# this is the japanese poster for the tekken movie



## shito (Dec 23, 2009)

QUOTE said:
			
		

> Back in early November, Kotaku posted the first Tekken movie sales art. It's now late December, and time to post the movie's Japanese poster. Funny how that works. No, not really.
> 
> The movie is set in 2039, when fighters from around the world compete in the Iron Fist Tournament and centers around character Jin Kazama, who enters the tourney to avenge his mother's death — something he places the blame on Teken Chairman Heihachi Mishima. Jin hopes by winning the tournament he can get close enough to Mishima to kill him.
> 
> And no, the actress who plays Kill Bill's Gogo Yubari is not in this movie.


source
erm...um, no thanks?


----------



## outgum (Dec 23, 2009)

the poster looks really bland....


----------



## prowler (Dec 23, 2009)

shito, this is for you.
click


----------



## Guild McCommunist (Dec 23, 2009)

It's a Tekken movie. Does anyone fucking care? I don't care if you like Tekken, the games are good. But no one gives two shits about a movie.

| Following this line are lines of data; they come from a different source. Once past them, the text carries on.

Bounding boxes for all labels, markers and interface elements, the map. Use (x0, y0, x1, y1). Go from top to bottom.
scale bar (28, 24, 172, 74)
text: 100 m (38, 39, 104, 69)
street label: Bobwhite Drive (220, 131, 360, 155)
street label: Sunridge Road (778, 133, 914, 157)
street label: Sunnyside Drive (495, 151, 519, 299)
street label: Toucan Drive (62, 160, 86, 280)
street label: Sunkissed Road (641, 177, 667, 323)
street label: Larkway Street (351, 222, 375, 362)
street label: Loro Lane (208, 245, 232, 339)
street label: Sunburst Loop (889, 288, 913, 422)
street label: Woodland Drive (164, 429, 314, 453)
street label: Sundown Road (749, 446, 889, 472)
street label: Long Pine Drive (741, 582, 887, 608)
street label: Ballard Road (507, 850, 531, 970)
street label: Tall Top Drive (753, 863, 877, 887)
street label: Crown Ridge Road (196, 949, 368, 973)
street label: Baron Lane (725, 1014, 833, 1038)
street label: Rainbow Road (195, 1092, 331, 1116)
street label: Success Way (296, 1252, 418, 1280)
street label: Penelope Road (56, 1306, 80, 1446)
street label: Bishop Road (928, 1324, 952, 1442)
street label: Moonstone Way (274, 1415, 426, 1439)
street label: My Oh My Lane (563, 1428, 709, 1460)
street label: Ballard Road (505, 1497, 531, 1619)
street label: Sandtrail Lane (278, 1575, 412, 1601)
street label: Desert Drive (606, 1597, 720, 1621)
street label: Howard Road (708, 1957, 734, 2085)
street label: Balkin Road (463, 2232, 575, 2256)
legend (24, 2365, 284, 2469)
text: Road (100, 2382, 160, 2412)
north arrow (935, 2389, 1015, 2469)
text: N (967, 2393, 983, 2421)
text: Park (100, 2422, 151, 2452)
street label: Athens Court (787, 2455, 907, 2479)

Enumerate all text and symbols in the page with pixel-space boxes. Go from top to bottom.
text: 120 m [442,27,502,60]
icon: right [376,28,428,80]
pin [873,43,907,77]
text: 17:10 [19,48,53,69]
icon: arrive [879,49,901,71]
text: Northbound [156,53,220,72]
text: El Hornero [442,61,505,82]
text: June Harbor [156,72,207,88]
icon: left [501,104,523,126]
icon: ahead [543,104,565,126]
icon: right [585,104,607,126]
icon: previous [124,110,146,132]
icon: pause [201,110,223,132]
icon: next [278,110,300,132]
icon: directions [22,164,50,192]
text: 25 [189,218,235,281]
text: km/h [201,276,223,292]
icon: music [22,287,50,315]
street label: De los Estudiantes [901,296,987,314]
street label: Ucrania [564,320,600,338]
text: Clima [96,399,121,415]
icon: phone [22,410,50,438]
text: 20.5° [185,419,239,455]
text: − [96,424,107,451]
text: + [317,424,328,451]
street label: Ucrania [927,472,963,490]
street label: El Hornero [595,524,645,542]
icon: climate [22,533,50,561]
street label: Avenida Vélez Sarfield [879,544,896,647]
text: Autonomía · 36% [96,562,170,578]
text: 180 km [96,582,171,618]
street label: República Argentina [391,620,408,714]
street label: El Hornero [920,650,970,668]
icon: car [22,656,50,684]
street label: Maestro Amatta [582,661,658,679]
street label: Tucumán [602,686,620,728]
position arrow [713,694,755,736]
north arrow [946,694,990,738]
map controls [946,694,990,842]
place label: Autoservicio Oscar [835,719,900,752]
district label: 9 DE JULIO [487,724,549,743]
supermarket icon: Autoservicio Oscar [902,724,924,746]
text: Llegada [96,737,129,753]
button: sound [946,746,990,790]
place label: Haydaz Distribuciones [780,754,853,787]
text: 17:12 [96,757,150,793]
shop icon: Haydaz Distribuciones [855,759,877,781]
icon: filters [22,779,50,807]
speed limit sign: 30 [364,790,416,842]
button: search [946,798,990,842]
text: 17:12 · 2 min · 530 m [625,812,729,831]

And yeah, the whole "Let's post any article from Kokatu ever" thing applies. I get my news from IGN/Gamespot/1UP.


----------



## shito (Dec 23, 2009)

Guild McCommunist said:
			
		

> It's a Tekken movie. Does anyone fucking care? I don't care if you like Tekken, the games are good. But no one gives two shits about a movie.
> 
> And yeah, the whole "Let's post any article from Kokatu ever" thing applies. I get my news from IGN/Gamespot/1UP.


i will try to keep that in mind kay? i just just post from kotaku because is the oly surce i know for now, and thaks for the recomendations.


----------



## NeSchn (Dec 23, 2009)

I kinda like it, its probably going to suck though like most Videogame movies


----------



## outgum (Dec 24, 2009)

the only video game movie im looking forward to is a halo one.


----------



## blackdragonbaham (Dec 24, 2009)

mmh, a beat em up movie adaption .. reminds me of something, weren't there already any of these? oh right, two street fighter movies and dead or alive .. mmh shit, gonna end up bad


----------